Materials and methods
Zebrafish
Zebrafish were mated, staged, and raised as described21 and maintained in accordance with Children's Hospital animal research guidelines. Kaplan-Meier survival experiments were performed on age- and sex-matched adult zebrafish purchased from EkkWill Aquatic suppliers (Gibsonton, FL). Transgenic β-actineGFP and GATA-1dsRED zebrafish were generated as previously described.20
Irradiation
Adult zebrafish were anesthetized with 0.02% tricaine then placed 5 at a time into 60-mm by 15-mm Petri dishes (Falcon, Bedford, MA) containing fish water. Each dish was wrapped in parafilm then placed atop a 3-inch spacer to achieve a dose rate of 978 cGy/min in a 137Cesium source irradiator. Calibration of the machine (Gammacell 1000; MDS Nordion, Ottawa, ON, Canada) showed this dose rate to be uniform among calibration chips placed within euthanized animals under water, under water alone, or in air alone, verifying that the tissue dosage via TBI was accurate.
Cell collection
Wild-type adult zebrafish were anesthetized with 0.02% tricaine prior to blood, kidney, and spleen collection.

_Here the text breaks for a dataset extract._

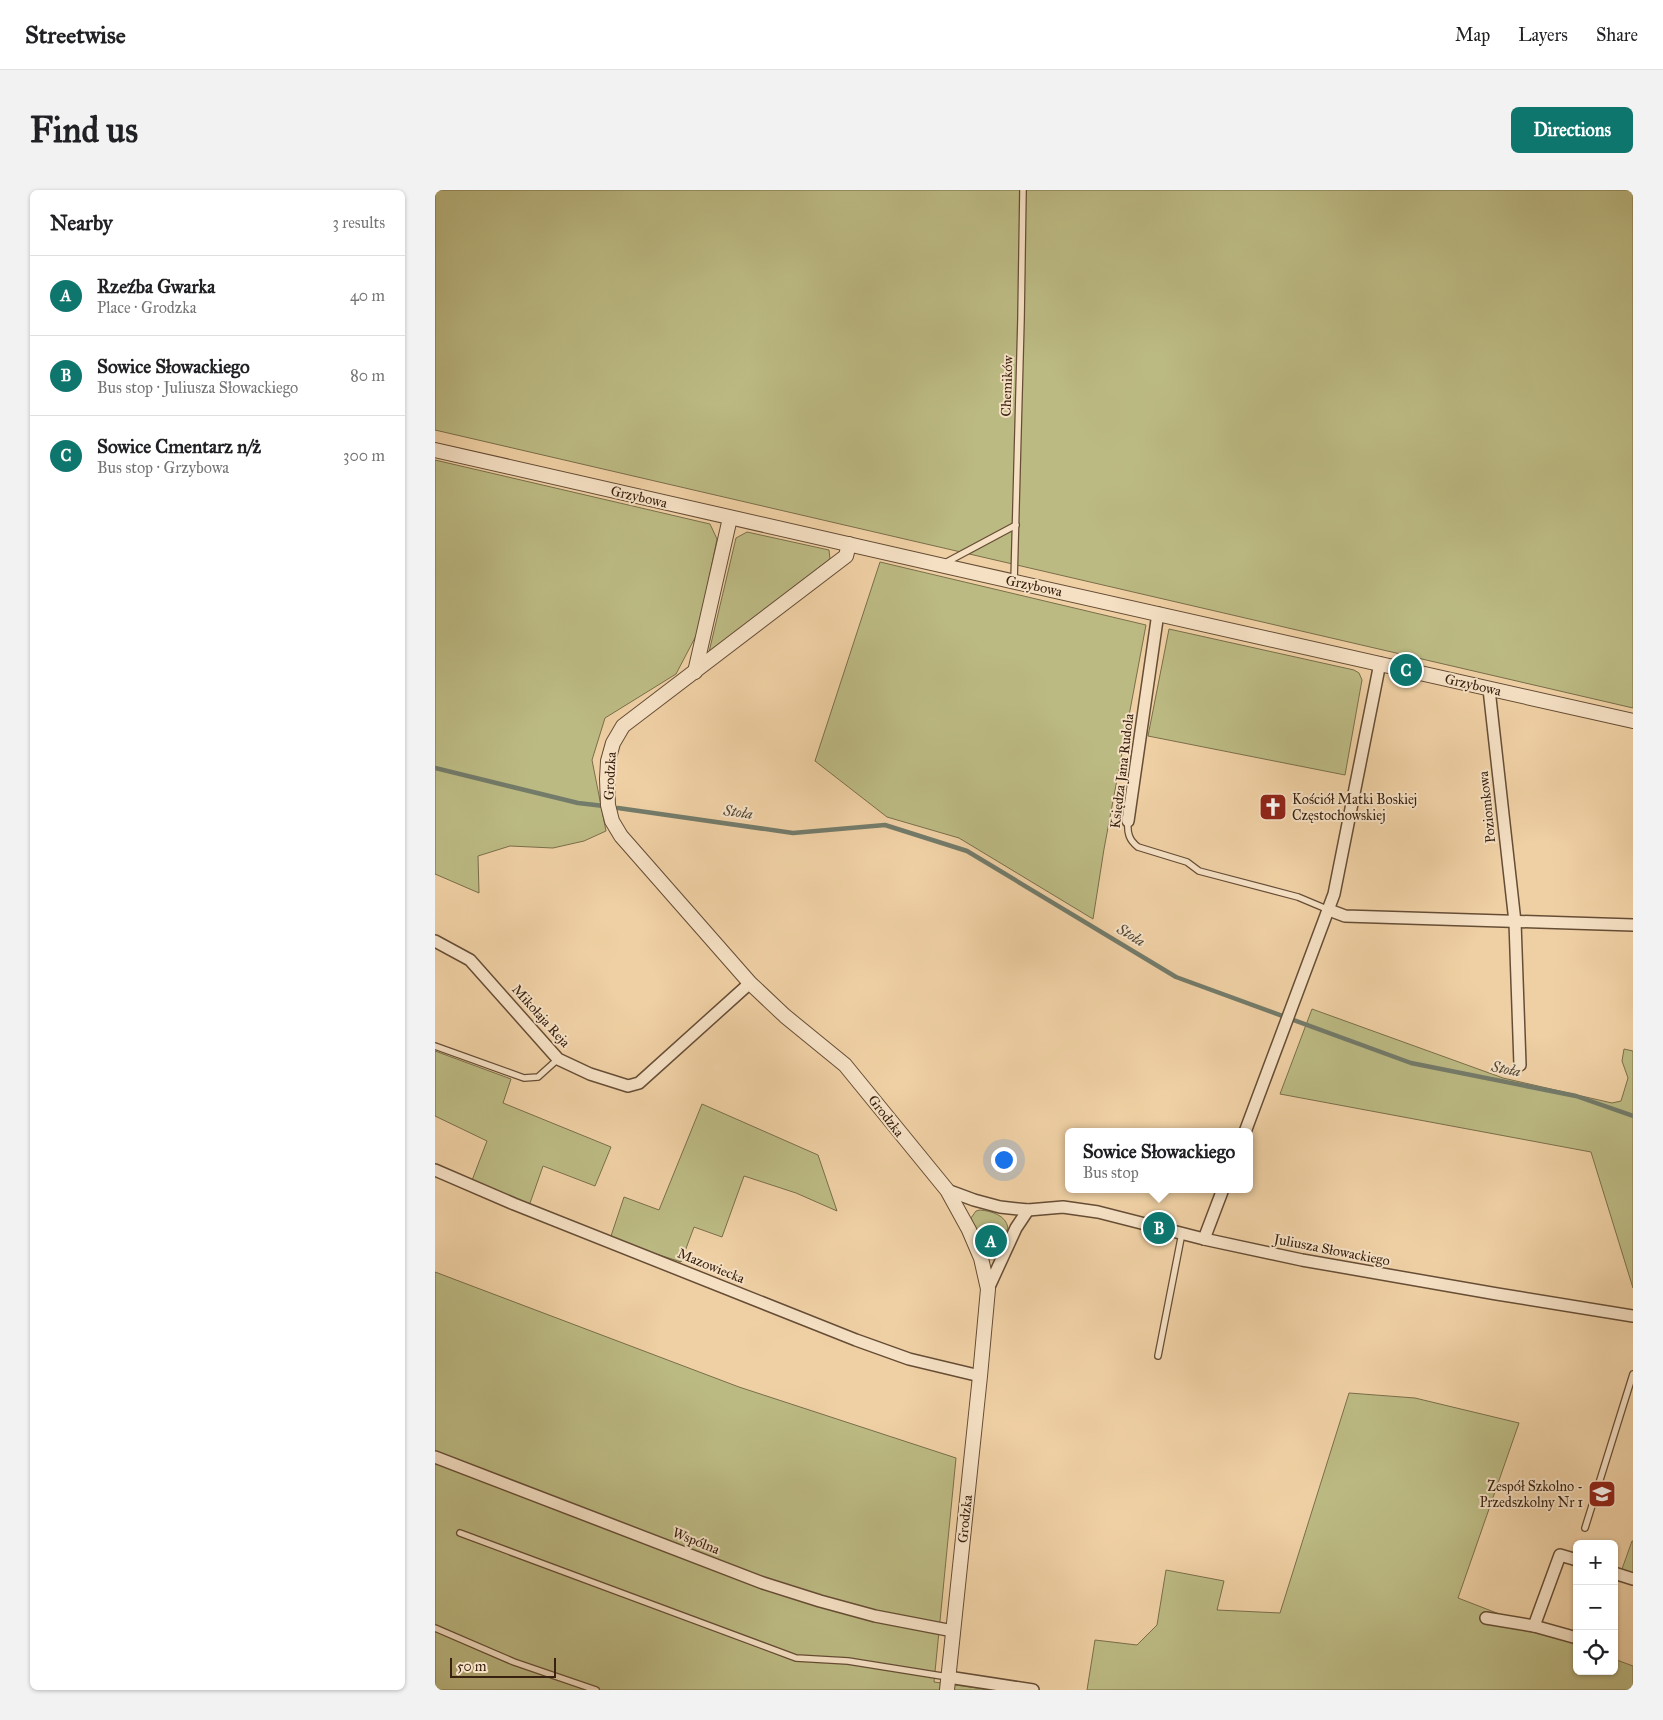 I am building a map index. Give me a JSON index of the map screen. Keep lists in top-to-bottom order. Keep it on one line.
{"streets":{"street":["Grzybowa","Księdza Jana Rudola","Grodzka","Poziomkowa","Mikołaja Reja","Juliusza Słowackiego","Mazowiecka","Wspólna"],"lane":["Chemików"]},"crossings":[["Chemików","Grzybowa"],["Grzybowa","Księdza Jana Rudola"],["Grzybowa","Grodzka"],["Grzybowa","Poziomkowa"],["Grodzka","Mikołaja Reja"],["Grodzka","Juliusza Słowackiego"],["Grodzka","Mazowiecka"],["Grodzka","Wspólna"]],"water":["Stoła"],"places":{"church":["Kościół Matki Boskiej Częstochowskiej"],"school or university":["Zespół Szkolno - Przedszkolny Nr 1"]},"scale_bar":"50 m","page":{"header":"Streetwise","nav":["Map","Layers","Share"],"buttons":"Directions","title":"Find us","heading":["Nearby","3 results"],"list":[{"mark":"A","name":"Rzeźba Gwarka","note":"Place · Grodzka","value":"40 m"},{"mark":"B","name":"Sowice Słowackiego","note":"Bus stop · Juliusza Słowackiego","value":"80 m"},{"mark":"C","name":"Sowice Cmentarz n/ż","note":"Bus stop · Grzybowa","value":"300 m"}],"pins":["C","B","A"],"popup":["Sowice Słowackiego","Bus stop"],"map_buttons":["+","−"],"scale":"50 m"}} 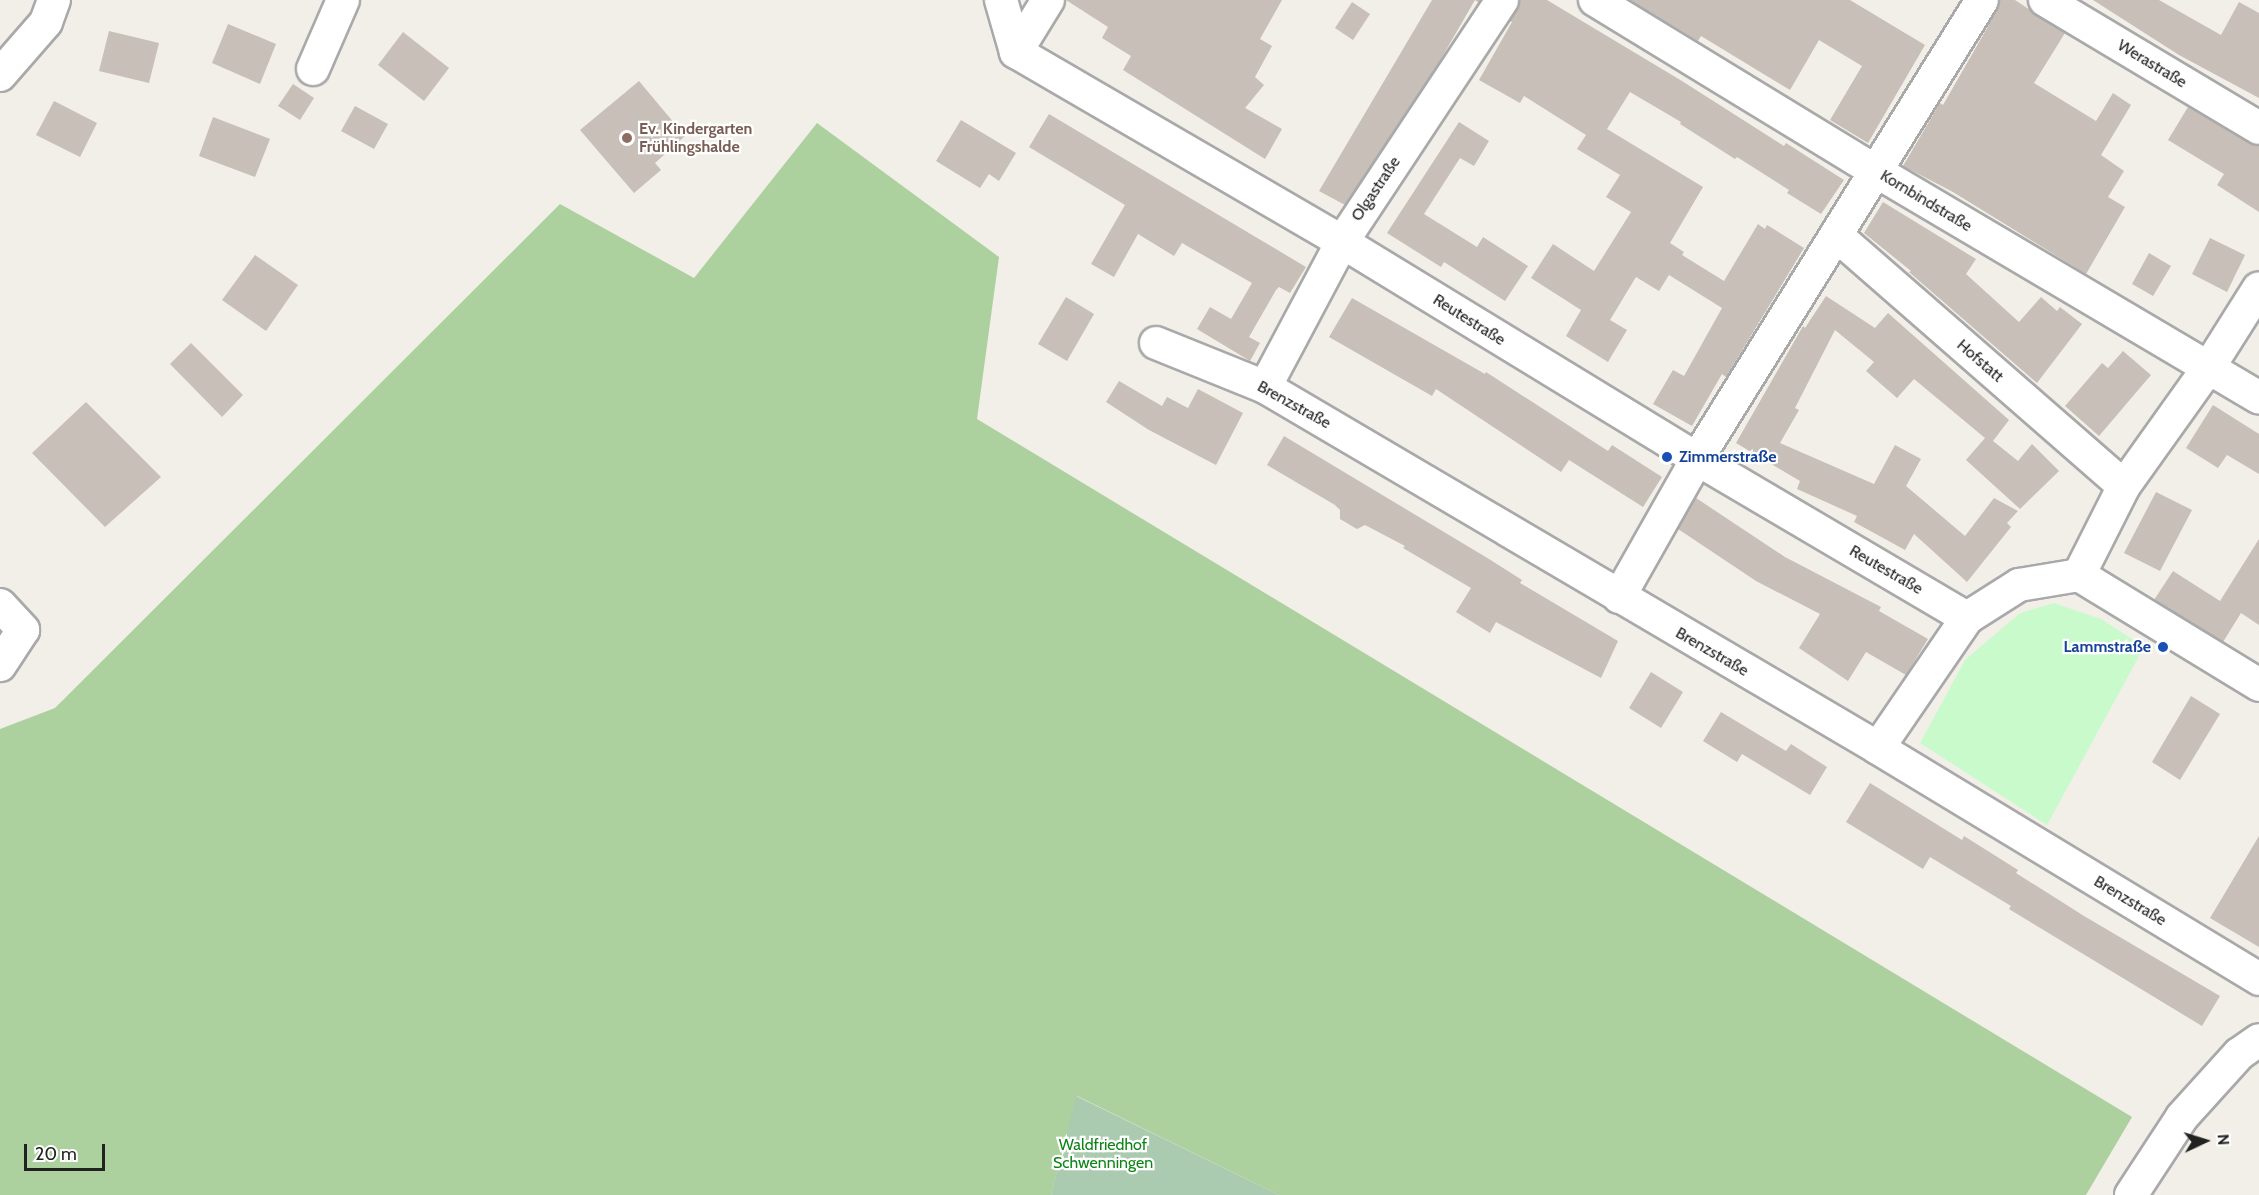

The spleen and kidney were dissected following a ventral, midline incision and placed into ice-cold 0.9X phosphate-buffered saline (PBS) containing 5% fetal calf serum. Single-cell suspensions were generated by aspiration followed by gentle teasing of each organ atop a 40-μm nylon mesh filter using a plunger from a 1-cc syringe.
Histology and cytology
Adult animals were killed and placed in 4% paraformaldehyde at 4° C for 4 days and then transferred to 0.25 M EDTA [ethylenediaminetetraacetic acid], pH 8.0, for no less than 2 days.22 Fish were then dehydrated in alcohol, cleared in xylene, and infiltrated with paraffin. Tissue sections (4 μm) from paraffin-embedded tissue blocks were placed on charged slides, deparaffinized in xylene, rehydrated through graded alcohol solutions, and stained with hematoxylin and eosin. For detection of green fluorescent protein (GFP), slides were deparaffinized and pretreated with 10 mM citrate, pH 6.0 (Zymed, South San Francisco, CA), in a steam pressure cooker (Decloaking Chamber, BioCare Medical, Walnut Creek, CA) as per the manufacturer's instructions, followed by washing in distilled water. All additional steps were performed at room temperature in a hydrated chamber. Slides were pretreated with Peroxidase Block (Dako, Carpinteria, CA) for 5 minutes to quench endogenous peroxidase activity, followed by a 1:5 dilution of goat serum in 50 mM Tris-Cl, pH 7.4, for 20 minutes to block nonspecific binding sites. Primary murine anti-GFP antibody (clone JL-8; Clontech, Palo Alto, CA) was applied at a 1:1000 dilution in 50 mM Tris-Cl, pH 7.4, with 3% goat serum for one hour. After washing in 50 mM Tris-Cl, pH 7.4, goat antimouse horseradish peroxidase–conjugated antibody (Envision detection kit; Dako) was applied for 30 minutes. Immunoperoxidase staining was developed using a diaminobenzidine (DAB)–positive chromogen kit (Dako) per manufacturer's instructions and counterstained with hematoxylin. Transferase-mediated deoxyuridine triphosphate nick-end labeling (TUNEL) staining was performed using an Apoptag kit according to the manufacturer's instructions (Serologicals, Norcross, GA). Cytospin preparations were performed using 1 × 105 to 2 × 105 kidney cells or splenocytes cytocentrifuged at 300 rpm for 3 minutes onto glass slides (Shandon, Waltham, MA). Cytospin preparations were processed through May-Grünwald and Giemsa stains (Sigma-Aldrich-Fluka, St Louis, MO) for morphologic analyses. Total cell counts were performed using a Brightline Hemocytometer (Fisher Scientific, Hampton, NH) and Türks stain (Stem Cell Technologies, Vancouver, BC, Canada). Visible light imaging was performed on an Olympus BX-51 microscope (Olympus, Melville, NY) using 40 × and 100 × oil objectives and a QImaging micropublisher digital camera and software (Burnaby, BC, Canada).
Flow cytometry
Hematopoietic cells isolated from wild-type zebrafish were processed as above, washed, and resuspended in ice-cold 0.9x PBS plus 5% fetal bovine serum (FBS) and passed through a 40-μm filter. Propidium iodide (PI; Sigma, St Louis, MO) was added to 1 μg/mL to exclude dead cells and debris. FACS analysis and sorting was performed based on PI exclusion, forward scatter, and side scatter using a FACS Vantage flow cytometer (Becton Dickinson, Hialeah, FL).
Leukemia transplantation
Leukemic cell suspensions were prepared from moribund transgenic zRag2-GFP fish as previously described.23 Two days after irradiation with 20 Gy, 1 million or 5 million cells were injected intraperitoneally into wild-type recipients using a 10-μL Hamilton (Reno, NV) syringe following anesthesia with tricaine.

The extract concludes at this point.